• INSTRUCTIONS FOR THE TASK:
Scan the records for lines with the word "content", and copy every such line.

• Excerpts from a dataset:
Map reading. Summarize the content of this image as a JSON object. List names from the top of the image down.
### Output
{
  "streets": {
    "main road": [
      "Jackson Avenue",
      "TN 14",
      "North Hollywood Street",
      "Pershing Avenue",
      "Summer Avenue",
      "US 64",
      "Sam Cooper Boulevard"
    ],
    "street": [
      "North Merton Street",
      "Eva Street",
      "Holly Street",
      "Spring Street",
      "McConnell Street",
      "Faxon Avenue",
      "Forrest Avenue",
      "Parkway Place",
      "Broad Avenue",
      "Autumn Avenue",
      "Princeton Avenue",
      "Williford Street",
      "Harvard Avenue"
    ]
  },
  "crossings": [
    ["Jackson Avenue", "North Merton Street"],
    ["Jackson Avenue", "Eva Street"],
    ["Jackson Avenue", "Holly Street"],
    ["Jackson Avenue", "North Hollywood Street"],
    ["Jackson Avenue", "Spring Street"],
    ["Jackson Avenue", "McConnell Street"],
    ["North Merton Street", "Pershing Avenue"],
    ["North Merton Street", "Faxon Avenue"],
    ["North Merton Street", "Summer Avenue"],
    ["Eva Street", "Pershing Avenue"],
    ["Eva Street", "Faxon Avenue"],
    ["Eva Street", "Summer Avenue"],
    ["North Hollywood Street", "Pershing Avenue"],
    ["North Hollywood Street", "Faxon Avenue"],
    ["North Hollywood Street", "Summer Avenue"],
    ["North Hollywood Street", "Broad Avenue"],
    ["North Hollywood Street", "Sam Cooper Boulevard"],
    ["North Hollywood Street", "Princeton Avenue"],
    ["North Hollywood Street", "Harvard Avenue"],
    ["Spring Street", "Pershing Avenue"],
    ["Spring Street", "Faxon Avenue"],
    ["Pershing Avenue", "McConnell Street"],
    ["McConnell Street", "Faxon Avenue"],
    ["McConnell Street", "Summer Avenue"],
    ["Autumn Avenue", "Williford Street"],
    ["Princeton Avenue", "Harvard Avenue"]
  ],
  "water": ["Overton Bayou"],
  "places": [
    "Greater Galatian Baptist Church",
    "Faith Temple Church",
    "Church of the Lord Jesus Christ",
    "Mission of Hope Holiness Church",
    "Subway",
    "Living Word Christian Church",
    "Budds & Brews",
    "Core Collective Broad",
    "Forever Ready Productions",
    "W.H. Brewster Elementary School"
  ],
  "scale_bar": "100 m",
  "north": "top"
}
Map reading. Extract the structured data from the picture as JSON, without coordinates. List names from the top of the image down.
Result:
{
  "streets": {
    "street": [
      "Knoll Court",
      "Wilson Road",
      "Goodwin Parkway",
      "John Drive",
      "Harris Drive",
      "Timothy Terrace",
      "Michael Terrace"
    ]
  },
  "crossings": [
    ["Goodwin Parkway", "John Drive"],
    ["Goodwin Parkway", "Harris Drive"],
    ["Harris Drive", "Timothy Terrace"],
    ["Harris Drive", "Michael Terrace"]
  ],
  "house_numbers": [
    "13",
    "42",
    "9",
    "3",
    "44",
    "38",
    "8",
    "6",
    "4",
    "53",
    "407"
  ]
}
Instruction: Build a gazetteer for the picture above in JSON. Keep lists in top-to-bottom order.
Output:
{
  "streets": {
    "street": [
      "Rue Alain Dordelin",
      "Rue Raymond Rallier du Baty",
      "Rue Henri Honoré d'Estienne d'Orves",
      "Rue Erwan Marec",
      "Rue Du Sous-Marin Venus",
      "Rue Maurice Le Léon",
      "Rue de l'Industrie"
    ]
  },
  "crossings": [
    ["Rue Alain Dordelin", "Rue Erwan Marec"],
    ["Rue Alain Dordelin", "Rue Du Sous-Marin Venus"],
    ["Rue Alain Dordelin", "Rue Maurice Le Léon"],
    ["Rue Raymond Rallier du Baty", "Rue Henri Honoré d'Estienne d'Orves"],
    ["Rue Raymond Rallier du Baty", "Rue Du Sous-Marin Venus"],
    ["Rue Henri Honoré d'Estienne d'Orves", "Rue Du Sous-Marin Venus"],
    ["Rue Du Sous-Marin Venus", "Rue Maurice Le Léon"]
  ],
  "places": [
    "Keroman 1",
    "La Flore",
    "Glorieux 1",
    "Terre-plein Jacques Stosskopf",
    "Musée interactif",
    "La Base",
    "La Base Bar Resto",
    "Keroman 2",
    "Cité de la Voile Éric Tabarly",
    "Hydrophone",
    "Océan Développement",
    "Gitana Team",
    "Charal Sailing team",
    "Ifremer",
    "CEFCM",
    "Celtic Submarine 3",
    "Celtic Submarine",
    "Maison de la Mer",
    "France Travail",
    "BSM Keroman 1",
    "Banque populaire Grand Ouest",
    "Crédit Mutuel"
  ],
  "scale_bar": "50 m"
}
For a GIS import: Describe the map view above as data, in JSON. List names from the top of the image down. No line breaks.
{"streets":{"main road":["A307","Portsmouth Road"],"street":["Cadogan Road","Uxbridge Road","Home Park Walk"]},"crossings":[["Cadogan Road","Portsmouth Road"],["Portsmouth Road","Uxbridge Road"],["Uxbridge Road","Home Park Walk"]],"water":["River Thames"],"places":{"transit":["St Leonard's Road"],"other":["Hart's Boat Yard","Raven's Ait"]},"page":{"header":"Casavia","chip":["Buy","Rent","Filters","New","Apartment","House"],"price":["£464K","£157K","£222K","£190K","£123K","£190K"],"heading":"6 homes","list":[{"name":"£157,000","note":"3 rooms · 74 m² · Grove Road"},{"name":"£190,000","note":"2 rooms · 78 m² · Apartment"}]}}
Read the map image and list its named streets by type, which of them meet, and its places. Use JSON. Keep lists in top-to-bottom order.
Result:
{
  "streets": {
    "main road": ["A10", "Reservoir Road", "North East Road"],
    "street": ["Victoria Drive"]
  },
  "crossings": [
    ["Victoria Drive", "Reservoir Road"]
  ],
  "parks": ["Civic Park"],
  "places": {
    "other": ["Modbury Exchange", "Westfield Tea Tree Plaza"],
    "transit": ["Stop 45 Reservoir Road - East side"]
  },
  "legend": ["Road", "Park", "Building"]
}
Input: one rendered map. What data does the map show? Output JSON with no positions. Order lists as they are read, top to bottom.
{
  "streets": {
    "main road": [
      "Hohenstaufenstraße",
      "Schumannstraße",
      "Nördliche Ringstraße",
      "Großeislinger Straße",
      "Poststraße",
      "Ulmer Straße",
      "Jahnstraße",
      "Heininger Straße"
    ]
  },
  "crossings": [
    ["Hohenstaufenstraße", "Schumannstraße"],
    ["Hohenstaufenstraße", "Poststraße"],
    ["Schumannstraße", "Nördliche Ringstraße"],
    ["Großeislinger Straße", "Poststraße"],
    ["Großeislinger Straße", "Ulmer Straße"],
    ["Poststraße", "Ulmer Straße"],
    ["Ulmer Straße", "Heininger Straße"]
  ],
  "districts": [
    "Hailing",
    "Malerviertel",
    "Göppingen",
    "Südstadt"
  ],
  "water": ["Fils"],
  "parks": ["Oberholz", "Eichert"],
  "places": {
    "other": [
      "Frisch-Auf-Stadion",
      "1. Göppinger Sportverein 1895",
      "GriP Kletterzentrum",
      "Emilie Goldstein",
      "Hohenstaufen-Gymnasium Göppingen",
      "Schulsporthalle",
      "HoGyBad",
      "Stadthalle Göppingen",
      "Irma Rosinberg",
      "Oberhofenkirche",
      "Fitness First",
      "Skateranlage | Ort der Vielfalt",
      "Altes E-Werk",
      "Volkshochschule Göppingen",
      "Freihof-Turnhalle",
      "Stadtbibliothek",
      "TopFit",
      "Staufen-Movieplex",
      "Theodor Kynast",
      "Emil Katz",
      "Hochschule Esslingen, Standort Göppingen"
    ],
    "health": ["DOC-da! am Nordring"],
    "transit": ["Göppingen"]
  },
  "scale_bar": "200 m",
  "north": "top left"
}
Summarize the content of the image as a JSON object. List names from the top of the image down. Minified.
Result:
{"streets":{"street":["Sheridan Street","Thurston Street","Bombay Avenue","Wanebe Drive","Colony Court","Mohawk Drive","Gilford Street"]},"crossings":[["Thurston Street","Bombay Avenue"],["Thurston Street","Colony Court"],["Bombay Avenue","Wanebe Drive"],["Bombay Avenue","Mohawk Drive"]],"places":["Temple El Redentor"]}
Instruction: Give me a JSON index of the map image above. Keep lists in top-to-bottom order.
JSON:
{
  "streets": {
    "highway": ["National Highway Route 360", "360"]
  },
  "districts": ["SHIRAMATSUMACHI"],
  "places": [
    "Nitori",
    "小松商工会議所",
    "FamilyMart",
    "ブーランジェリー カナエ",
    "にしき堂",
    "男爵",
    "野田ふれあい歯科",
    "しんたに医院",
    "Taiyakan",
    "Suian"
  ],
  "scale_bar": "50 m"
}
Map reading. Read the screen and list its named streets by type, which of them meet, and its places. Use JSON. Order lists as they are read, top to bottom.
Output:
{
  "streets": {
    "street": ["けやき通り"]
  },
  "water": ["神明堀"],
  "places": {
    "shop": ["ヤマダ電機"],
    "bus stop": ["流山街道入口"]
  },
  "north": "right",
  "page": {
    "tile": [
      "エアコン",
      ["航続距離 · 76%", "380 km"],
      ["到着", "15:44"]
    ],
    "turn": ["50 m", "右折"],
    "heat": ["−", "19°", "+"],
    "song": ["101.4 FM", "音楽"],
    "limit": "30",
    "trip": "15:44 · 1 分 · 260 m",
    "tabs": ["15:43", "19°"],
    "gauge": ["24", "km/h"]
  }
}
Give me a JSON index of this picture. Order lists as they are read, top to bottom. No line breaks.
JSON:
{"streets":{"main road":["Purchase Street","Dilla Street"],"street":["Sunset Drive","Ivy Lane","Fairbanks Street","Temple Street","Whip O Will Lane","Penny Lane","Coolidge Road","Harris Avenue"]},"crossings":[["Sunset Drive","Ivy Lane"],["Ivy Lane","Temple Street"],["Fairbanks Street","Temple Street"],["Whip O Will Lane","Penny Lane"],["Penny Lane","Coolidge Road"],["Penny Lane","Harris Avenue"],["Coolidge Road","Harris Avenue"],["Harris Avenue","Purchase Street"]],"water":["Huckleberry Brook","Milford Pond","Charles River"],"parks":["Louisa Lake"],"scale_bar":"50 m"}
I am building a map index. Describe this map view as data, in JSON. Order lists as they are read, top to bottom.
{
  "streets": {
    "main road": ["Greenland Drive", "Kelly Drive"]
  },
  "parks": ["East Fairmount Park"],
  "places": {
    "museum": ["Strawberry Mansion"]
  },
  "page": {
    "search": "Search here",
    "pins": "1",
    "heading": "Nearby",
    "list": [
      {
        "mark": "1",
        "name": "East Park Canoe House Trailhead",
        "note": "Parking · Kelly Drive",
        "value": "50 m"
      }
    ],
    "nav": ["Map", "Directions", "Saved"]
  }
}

• ANSWER FOR THIS EXERCISE:
Map reading. Summarize the content of this image as a JSON object. List names from the top of the image down.
Summarize the content of the image as a JSON object. List names from the top of the image down. Minified.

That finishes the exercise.